Front of house: Big designers suffer amid shift away from luxury culture

A woman lavishly dressed for fashion week in a luxury gown.
(Megan Li • The Student Life)

Even to those not tuned in to the fashion world, New York Fashion Week is widely known as the peak of everything luxury. New York Fashion Week and its counterparts in Paris, London and Milan carry connotations of glitz and glam, star-studded runways and colorful fabrics. 

It’s a crucial moment for the fashion industry: the trends and designers that draw attention during such events will more often than not remain center stage for the rest of the fall-winter season. However, coming off the coattails of one of the most tumultuous periods in collective memory, 2020’s fashion weeks have lost a bit of their shine.

With supply chains disrupted and Americans facing job insecurity, many industries in the United States suffered as a result of the pandemic — and fashion is no exception. A report by Boston Consulting Group found that changes in consumer behavior over the course of the pandemic have been detrimental to the high-end fashion industry specifically, with more people shopping online and fewer consumers seeing room for luxury items in their budgets.

As a result, the second economic quarter of 2020 was one of the worst that the fashion industry has seen in recent years. This has been catastrophic, and not just for smaller designers who picked the wrong year to get their start. Major fashion houses and retailers such as Brooks Brothers, Neiman Marcus and Lord & Taylor have filed for bankruptcy since the start of the pandemic. Not only will many more landmark fashion houses likely go underwater, the work of new, independent designers emerging this year will suffer as well, hindering innovation and growth in the industry.

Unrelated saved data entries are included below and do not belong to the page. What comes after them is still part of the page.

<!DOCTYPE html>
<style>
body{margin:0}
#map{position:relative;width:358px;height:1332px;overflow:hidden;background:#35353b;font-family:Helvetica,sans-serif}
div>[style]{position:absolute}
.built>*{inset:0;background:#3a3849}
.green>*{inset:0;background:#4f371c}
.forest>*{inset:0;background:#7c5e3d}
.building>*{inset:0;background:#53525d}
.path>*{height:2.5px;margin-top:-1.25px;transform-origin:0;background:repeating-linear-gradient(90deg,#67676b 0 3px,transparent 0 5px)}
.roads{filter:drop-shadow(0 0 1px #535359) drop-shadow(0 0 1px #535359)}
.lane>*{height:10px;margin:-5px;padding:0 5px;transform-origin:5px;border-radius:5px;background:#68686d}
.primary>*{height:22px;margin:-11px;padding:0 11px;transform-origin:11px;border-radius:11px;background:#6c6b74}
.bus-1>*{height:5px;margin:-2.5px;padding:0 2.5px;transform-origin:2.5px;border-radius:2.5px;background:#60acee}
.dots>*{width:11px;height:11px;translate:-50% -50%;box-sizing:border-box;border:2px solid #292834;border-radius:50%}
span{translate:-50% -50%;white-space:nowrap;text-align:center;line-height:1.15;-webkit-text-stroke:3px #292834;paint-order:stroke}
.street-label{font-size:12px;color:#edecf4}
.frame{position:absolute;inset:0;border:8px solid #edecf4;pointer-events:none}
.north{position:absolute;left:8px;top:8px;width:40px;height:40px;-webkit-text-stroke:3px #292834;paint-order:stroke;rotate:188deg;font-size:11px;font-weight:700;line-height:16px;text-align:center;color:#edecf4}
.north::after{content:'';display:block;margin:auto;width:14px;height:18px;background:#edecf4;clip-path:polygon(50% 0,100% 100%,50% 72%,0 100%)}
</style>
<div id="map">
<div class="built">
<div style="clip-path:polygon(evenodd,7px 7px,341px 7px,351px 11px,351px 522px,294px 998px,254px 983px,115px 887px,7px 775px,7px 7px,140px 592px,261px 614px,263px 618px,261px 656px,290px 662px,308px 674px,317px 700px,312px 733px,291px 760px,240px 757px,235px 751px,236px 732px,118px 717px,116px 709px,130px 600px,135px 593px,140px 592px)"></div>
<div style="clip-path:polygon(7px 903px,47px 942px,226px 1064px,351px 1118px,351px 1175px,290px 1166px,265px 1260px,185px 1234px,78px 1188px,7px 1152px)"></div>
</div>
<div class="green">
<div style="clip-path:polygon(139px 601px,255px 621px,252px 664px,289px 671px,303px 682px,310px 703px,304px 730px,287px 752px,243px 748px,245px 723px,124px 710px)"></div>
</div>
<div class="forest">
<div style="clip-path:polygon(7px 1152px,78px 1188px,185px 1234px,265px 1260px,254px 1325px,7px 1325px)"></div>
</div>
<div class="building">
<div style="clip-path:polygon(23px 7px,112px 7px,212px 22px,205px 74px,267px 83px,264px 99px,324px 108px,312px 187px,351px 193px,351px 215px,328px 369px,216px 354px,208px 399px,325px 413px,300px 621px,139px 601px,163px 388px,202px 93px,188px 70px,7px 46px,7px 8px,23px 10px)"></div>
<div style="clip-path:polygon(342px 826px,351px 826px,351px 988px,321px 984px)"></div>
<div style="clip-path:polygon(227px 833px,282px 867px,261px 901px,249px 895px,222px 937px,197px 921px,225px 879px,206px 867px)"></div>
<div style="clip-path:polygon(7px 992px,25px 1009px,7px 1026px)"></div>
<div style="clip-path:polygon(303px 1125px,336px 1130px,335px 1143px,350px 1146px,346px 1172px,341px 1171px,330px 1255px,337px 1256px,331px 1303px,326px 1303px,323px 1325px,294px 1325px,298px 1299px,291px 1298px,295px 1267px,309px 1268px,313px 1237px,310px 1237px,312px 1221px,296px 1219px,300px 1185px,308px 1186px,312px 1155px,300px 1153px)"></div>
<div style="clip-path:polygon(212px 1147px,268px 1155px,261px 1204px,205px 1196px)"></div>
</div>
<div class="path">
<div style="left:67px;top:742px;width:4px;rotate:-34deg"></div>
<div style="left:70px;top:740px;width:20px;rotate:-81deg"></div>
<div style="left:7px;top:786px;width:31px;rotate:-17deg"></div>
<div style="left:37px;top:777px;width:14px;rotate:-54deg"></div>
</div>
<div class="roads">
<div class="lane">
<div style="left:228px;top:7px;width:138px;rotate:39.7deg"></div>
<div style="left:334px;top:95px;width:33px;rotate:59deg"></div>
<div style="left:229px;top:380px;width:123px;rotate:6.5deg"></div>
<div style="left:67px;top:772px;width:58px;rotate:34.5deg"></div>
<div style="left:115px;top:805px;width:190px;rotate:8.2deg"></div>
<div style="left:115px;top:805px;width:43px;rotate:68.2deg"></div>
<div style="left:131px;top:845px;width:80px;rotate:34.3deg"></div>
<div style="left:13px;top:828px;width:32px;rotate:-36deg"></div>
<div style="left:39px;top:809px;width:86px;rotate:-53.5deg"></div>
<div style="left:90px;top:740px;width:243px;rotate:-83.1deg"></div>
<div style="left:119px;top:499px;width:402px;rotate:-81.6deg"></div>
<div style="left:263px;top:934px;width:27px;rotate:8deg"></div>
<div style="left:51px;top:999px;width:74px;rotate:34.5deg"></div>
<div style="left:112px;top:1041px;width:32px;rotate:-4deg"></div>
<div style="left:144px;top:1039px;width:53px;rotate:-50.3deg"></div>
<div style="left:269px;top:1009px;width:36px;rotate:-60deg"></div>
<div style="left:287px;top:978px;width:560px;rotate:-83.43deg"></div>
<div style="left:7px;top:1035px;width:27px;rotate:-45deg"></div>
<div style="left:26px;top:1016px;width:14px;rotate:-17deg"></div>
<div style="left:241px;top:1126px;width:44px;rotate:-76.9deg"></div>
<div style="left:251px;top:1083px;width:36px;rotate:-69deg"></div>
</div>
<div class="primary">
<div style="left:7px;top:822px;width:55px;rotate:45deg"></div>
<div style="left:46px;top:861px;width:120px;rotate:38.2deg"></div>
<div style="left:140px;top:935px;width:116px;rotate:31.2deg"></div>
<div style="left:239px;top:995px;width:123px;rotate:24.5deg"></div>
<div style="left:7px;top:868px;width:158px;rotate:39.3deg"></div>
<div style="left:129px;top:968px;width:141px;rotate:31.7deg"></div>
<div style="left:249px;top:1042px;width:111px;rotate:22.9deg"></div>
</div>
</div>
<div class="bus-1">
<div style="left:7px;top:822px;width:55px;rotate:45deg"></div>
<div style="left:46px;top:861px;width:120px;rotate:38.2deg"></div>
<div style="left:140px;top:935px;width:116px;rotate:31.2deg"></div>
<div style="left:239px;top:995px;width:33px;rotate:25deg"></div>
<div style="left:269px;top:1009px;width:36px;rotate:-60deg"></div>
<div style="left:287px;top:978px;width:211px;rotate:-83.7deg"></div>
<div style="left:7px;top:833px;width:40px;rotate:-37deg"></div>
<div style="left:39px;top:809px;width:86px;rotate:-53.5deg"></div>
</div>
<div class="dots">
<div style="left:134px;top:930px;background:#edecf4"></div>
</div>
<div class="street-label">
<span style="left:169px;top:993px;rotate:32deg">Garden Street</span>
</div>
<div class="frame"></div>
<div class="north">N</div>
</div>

But, as many designers have declared, the show must go on. Fashion Week’s ability to make or break a designer’s year means that good performance this season is a necessity. Smaller designers and big-name houses alike are doing what they can to showcase their work and gain a crucial edge over competitors this season. From makeup rooms with Plexiglass dividers to keep models distanced to fully virtual shows to runways with intimate audiences, budget and pandemic-friendly shows display designers’ impressive adaptability.

What has happened to the luxury fashion industry over the course of the pandemic is part of a larger-scale shift of the general public’s interest away from the world of luxury. In the midst of the current economic crisis, the world of celebrities and opulence has become unappealing and inaccessible to many, even those that may have once been invested in it. Despite being affordable for some, given the current economic and social circumstances, it has become impractical to spend thousands of dollars on clothing.

People have become disillusioned with grandiose displays of wealth: the poor reception to celebrities’ cover of John Lennon’s “Imagine” at the very beginning of the quarantine serves as a good example of this phenomenon. The last thing people want to hear right now is empty words from celebrities sitting in million-dollar mansions. Many celebrities, like J-Lo and Jameela Jamil, came under fire for attempting to be “relatable” despite their clear detachment from the struggles many are facing. Kylie Jenner faced similar pushback when she posted a picture flaunting her new custom Rolls Royce SUV in June, with many claiming her actions were insensitive in the midst of a period of widening wealth inequality.

This is not the first time that a period of economic uncertainty caused a dramatic shift in culture, specifically surrounding celebrity and fashion. Pop culture at the turn of the 21st century was luxuriant and over-the-top. This aesthetic, widely known as “Y2K culture,” was demarcated by rhinestones, animal print and large logos. The era of “MTV Cribs” and Paris Hilton celebrated fame and affluence. However, the appreciation for the deliberately maximalist came to a screeching halt following the 2008 recession. As many lost their jobs and families lost their homes, it became clear that the aesthetic of luxury was unattainable for most. Opulence and luxury were exchanged for the unadorned, giving way to the minimalist aesthetic of early 2010’s fashion.

It is not lost on many that we are in the midst of a major cultural shift as a country. As the pandemic continues to rage with no end in sight, it is likely that many more losses will be seen across many industries. However, the creativity designers have demonstrated through ways of adapting to these uncharted waters serves as a point of optimism that art and culture will continue to thrive, even as circumstances change.

Caelan Reeves CM ’24 is one of TSL’s pop culture columnists. She’s a government and literature dual major from Chicago, and loves everything to do with music, movies and books.